** Opening Data for the task block **

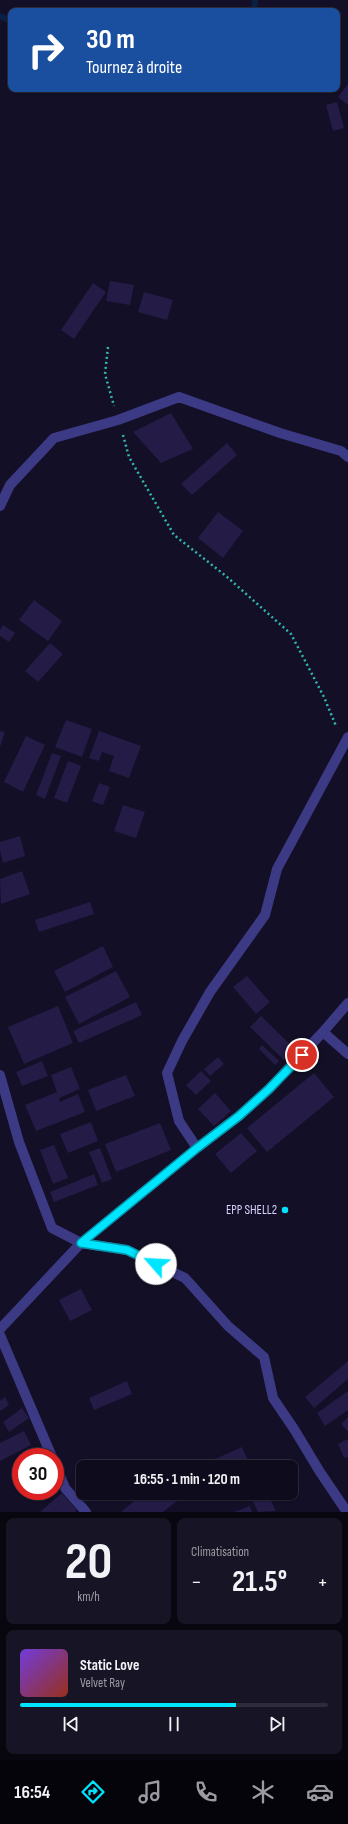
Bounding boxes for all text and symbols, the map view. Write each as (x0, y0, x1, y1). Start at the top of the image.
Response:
text: 30 m (86, 23, 135, 56)
icon: right (20, 24, 72, 76)
text: Tournez à droite (86, 57, 182, 78)
pin (285, 1038, 319, 1072)
icon: arrive (291, 1044, 313, 1066)
place label: EPP SHELL2 (226, 1202, 277, 1218)
marker: EPP SHELL2 (280, 1205, 290, 1215)
position arrow (135, 1243, 177, 1285)
speed limit sign: 30 (12, 1448, 64, 1500)
text: 16:55 · 1 min · 120 m (134, 1470, 240, 1489)
text: 20 (65, 1531, 112, 1594)
text: Climatisation (191, 1544, 249, 1560)
text: 21.5° (232, 1564, 287, 1600)
text: − (191, 1569, 202, 1596)
text: + (317, 1569, 328, 1596)
text: km/h (77, 1589, 100, 1605)
text: Static Love (80, 1656, 139, 1675)
text: Velvet Ray (80, 1675, 125, 1691)
icon: previous (60, 1713, 82, 1735)
icon: pause (163, 1713, 185, 1735)
icon: next (266, 1713, 288, 1735)
icon: directions (79, 1778, 107, 1806)
icon: music (136, 1778, 164, 1806)
icon: phone (192, 1778, 220, 1806)
icon: climate (249, 1778, 277, 1806)
icon: car (306, 1778, 334, 1806)
text: 16:54 (14, 1782, 50, 1803)

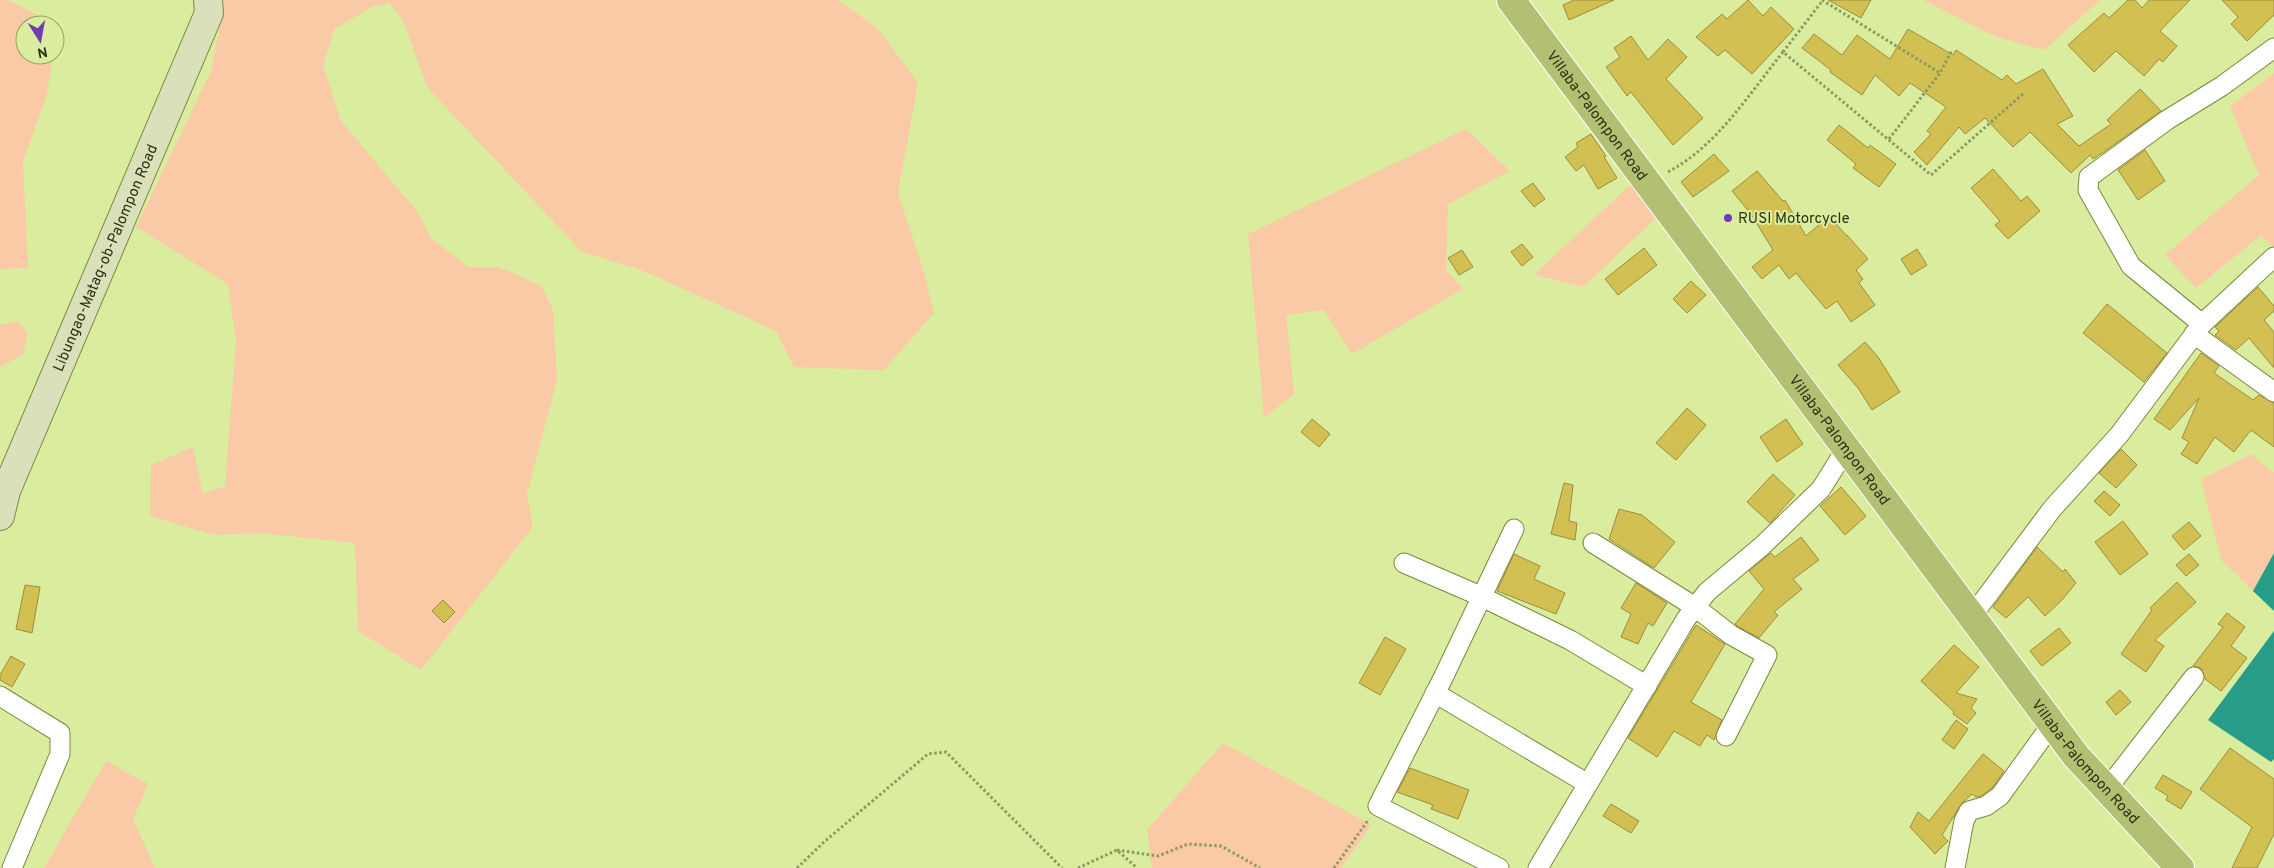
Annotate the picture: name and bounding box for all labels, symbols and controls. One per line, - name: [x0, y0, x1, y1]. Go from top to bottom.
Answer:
- north arrow: [15, 15, 65, 65]
- text: N: [36, 42, 49, 61]
- street label: Villaba-Palompon Road: [1541, 47, 1651, 185]
- street label: Libungao-Matag-ob-Palompon Road: [50, 142, 163, 375]
- place label: RUSI Motorcycle: [1738, 210, 1849, 229]
- marker: RUSI Motorcycle: [1722, 212, 1734, 224]
- street label: Villaba-Palompon Road: [1784, 372, 1893, 509]
- street label: Villaba-Palompon Road: [2026, 696, 2142, 829]

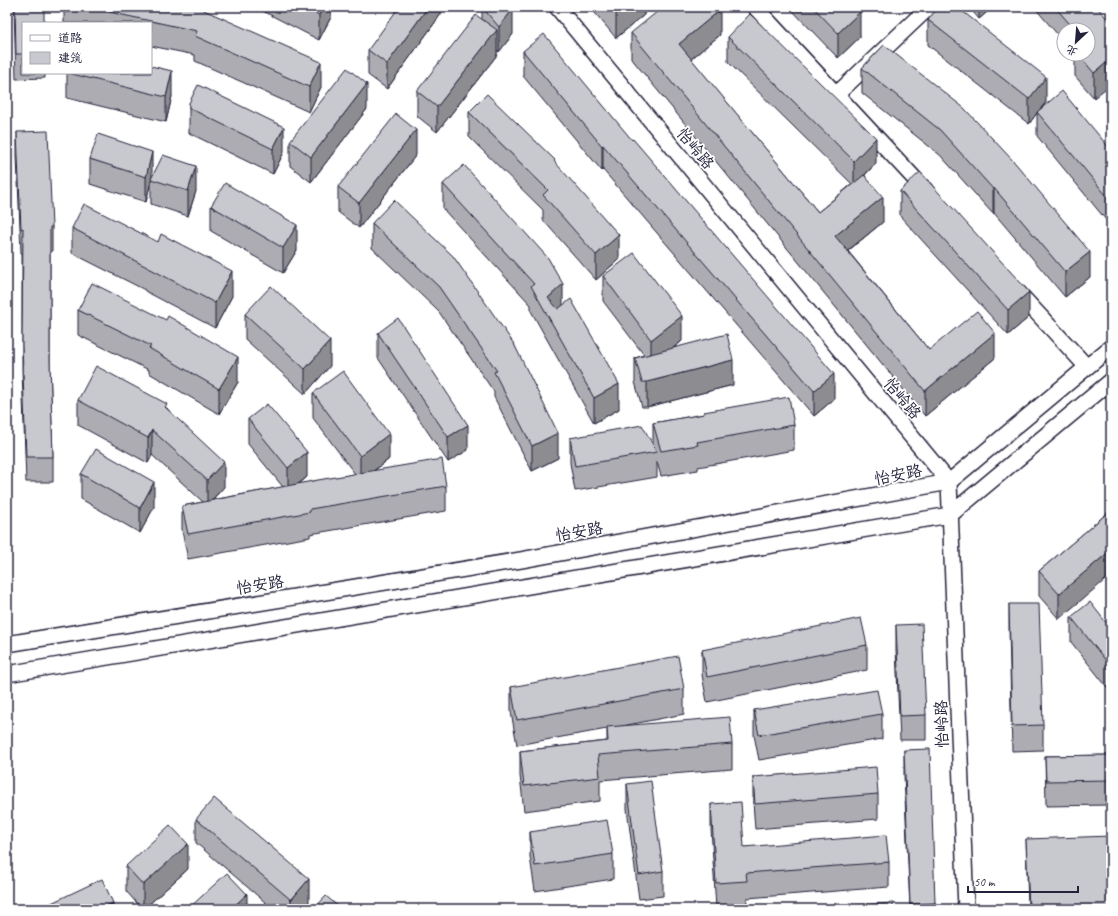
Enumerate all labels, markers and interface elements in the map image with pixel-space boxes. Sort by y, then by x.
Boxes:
legend [22,22,152,74]
north arrow [1056,22,1096,62]
text: 道路 [58,30,82,46]
text: 北 [1064,42,1080,60]
text: 建筑 [58,50,82,66]
street label: 怡岭路 [672,124,718,173]
street label: 怡岭路 [879,374,925,423]
street label: 怡安路 [873,461,924,489]
street label: 怡安路 [554,518,605,546]
street label: 怡安路 [235,571,285,599]
street label: 怡岭路 [931,700,953,748]
scale bar [968,868,1078,894]
text: 50 m [974,874,996,890]

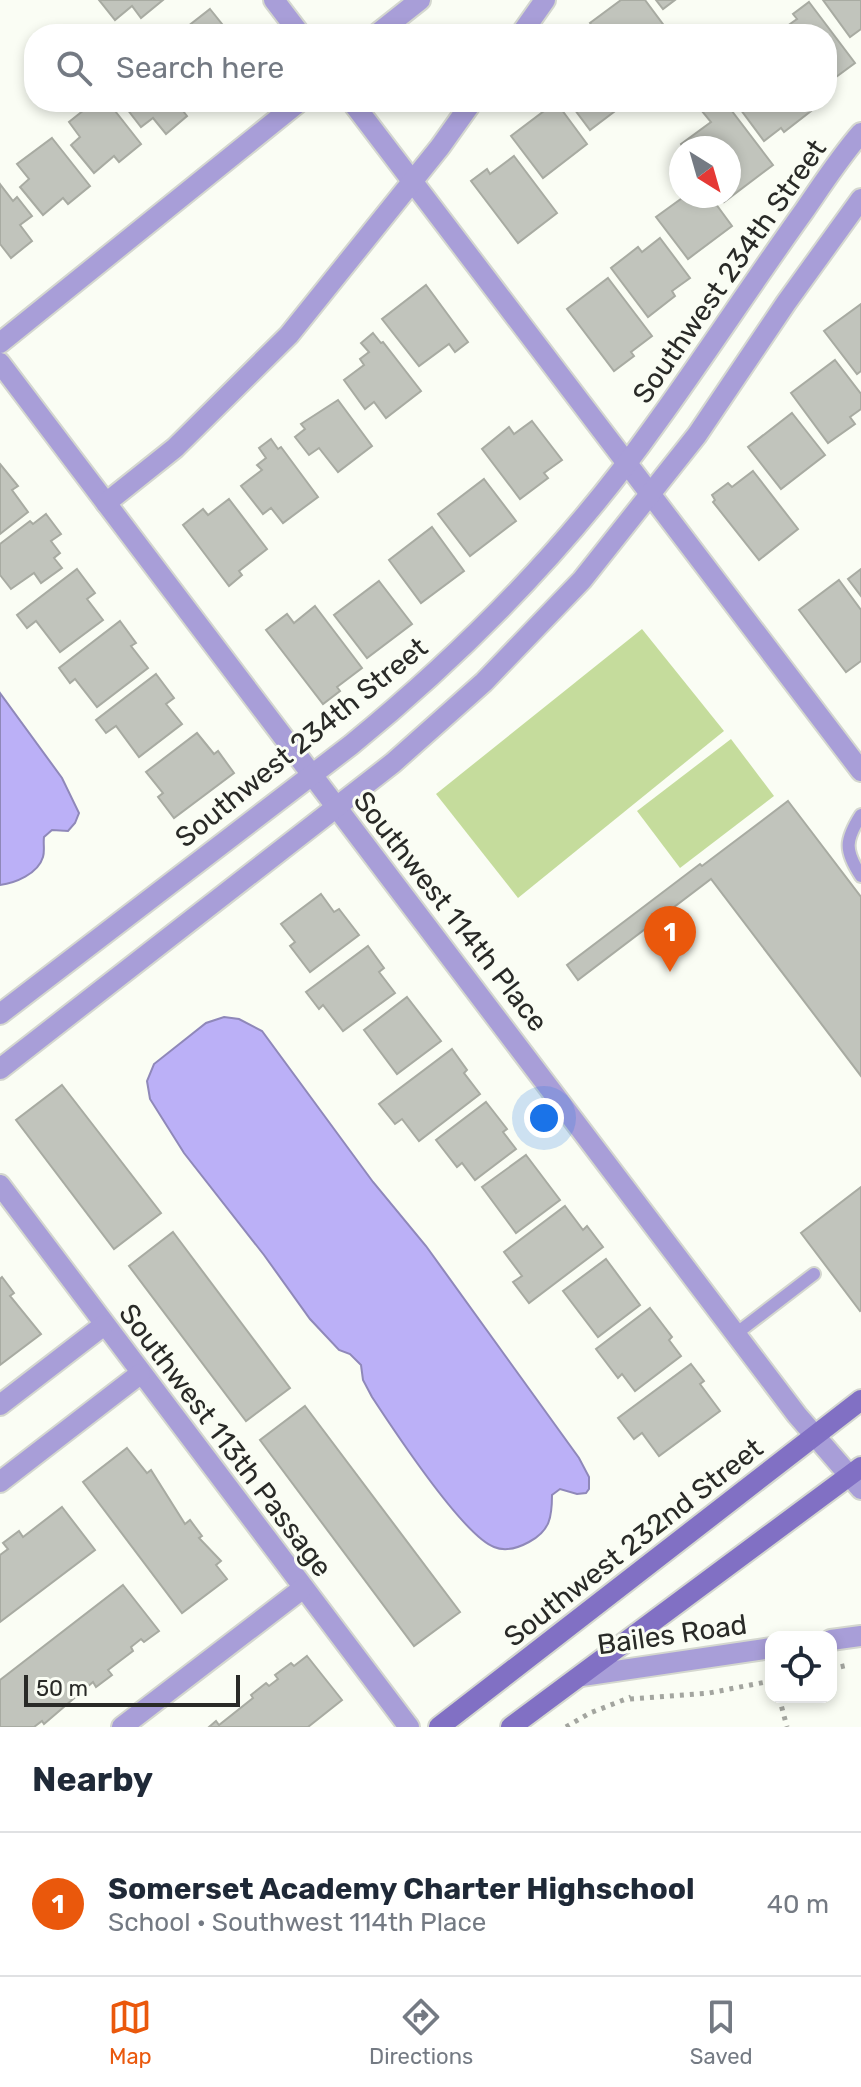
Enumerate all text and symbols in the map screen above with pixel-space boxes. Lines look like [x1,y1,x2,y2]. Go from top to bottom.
search box [24,24,837,112]
icon: search [52,46,96,90]
text: Search here [116,50,284,86]
street label: Southwest 234th Street [626,133,833,410]
north arrow [669,136,741,208]
street label: Southwest 234th Street [169,631,434,854]
street label: Southwest 114th Place [347,785,555,1038]
pin: 1 [644,906,696,972]
your location [524,1098,564,1138]
street label: Southwest 113th Passage [112,1297,339,1583]
street label: Southwest 232nd Street [497,1431,769,1654]
street label: Bailes Road [595,1608,749,1661]
map controls [765,1631,837,1703]
button: locate [765,1631,837,1703]
scale bar [24,1671,240,1707]
text: 50 m [36,1675,88,1702]
text: Nearby [32,1759,153,1800]
text: Somerset Academy Charter Highschool [108,1871,695,1907]
text: 1 [52,1889,64,1920]
text: 40 m [767,1889,829,1920]
text: School · Southwest 114th Place [108,1907,486,1938]
tab: Map [108,1995,152,2070]
tab: Directions [369,1995,473,2070]
tab: Saved [690,1995,753,2070]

** Closing Data for the task block **

*Problem description:* Could you set down every entry above exactly as it stands, with no images?

*Result of the task:*
Bounding boxes for all text and symbols, the map view. Write each as (x0, y0, x1, y1). Start at the top of the image.
Response:
text: 30 m (86, 23, 135, 56)
icon: right (20, 24, 72, 76)
text: Tournez à droite (86, 57, 182, 78)
pin (285, 1038, 319, 1072)
icon: arrive (291, 1044, 313, 1066)
place label: EPP SHELL2 (226, 1202, 277, 1218)
marker: EPP SHELL2 (280, 1205, 290, 1215)
position arrow (135, 1243, 177, 1285)
speed limit sign: 30 (12, 1448, 64, 1500)
text: 16:55 · 1 min · 120 m (134, 1470, 240, 1489)
text: 20 (65, 1531, 112, 1594)
text: Climatisation (191, 1544, 249, 1560)
text: 21.5° (232, 1564, 287, 1600)
text: − (191, 1569, 202, 1596)
text: + (317, 1569, 328, 1596)
text: km/h (77, 1589, 100, 1605)
text: Static Love (80, 1656, 139, 1675)
text: Velvet Ray (80, 1675, 125, 1691)
icon: previous (60, 1713, 82, 1735)
icon: pause (163, 1713, 185, 1735)
icon: next (266, 1713, 288, 1735)
icon: directions (79, 1778, 107, 1806)
icon: music (136, 1778, 164, 1806)
icon: phone (192, 1778, 220, 1806)
icon: climate (249, 1778, 277, 1806)
icon: car (306, 1778, 334, 1806)
text: 16:54 (14, 1782, 50, 1803)

Annotate the picture: name and bounding box for all labels, symbols and controls. One per line, - name: [x0, y0, x1, y1]. Go from top to bottom.
Answer:
- north arrow: [15, 15, 65, 65]
- text: N: [36, 42, 49, 61]
- street label: Villaba-Palompon Road: [1541, 47, 1651, 185]
- street label: Libungao-Matag-ob-Palompon Road: [50, 142, 163, 375]
- place label: RUSI Motorcycle: [1738, 210, 1849, 229]
- marker: RUSI Motorcycle: [1722, 212, 1734, 224]
- street label: Villaba-Palompon Road: [1784, 372, 1893, 509]
- street label: Villaba-Palompon Road: [2026, 696, 2142, 829]

Enumerate all labels, markers and interface elements in the map image with pixel-space boxes. Sort by y, then by x.
Boxes:
legend [22,22,152,74]
north arrow [1056,22,1096,62]
text: 道路 [58,30,82,46]
text: 北 [1064,42,1080,60]
text: 建筑 [58,50,82,66]
street label: 怡岭路 [672,124,718,173]
street label: 怡岭路 [879,374,925,423]
street label: 怡安路 [873,461,924,489]
street label: 怡安路 [554,518,605,546]
street label: 怡安路 [235,571,285,599]
street label: 怡岭路 [931,700,953,748]
scale bar [968,868,1078,894]
text: 50 m [974,874,996,890]

Enumerate all text and symbols in the map screen above with pixel-space boxes. Lines look like [x1,y1,x2,y2]. Go from top to bottom.
search box [24,24,837,112]
icon: search [52,46,96,90]
text: Search here [116,50,284,86]
street label: Southwest 234th Street [626,133,833,410]
north arrow [669,136,741,208]
street label: Southwest 234th Street [169,631,434,854]
street label: Southwest 114th Place [347,785,555,1038]
pin: 1 [644,906,696,972]
your location [524,1098,564,1138]
street label: Southwest 113th Passage [112,1297,339,1583]
street label: Southwest 232nd Street [497,1431,769,1654]
street label: Bailes Road [595,1608,749,1661]
map controls [765,1631,837,1703]
button: locate [765,1631,837,1703]
scale bar [24,1671,240,1707]
text: 50 m [36,1675,88,1702]
text: Nearby [32,1759,153,1800]
text: Somerset Academy Charter Highschool [108,1871,695,1907]
text: 1 [52,1889,64,1920]
text: 40 m [767,1889,829,1920]
text: School · Southwest 114th Place [108,1907,486,1938]
tab: Map [108,1995,152,2070]
tab: Directions [369,1995,473,2070]
tab: Saved [690,1995,753,2070]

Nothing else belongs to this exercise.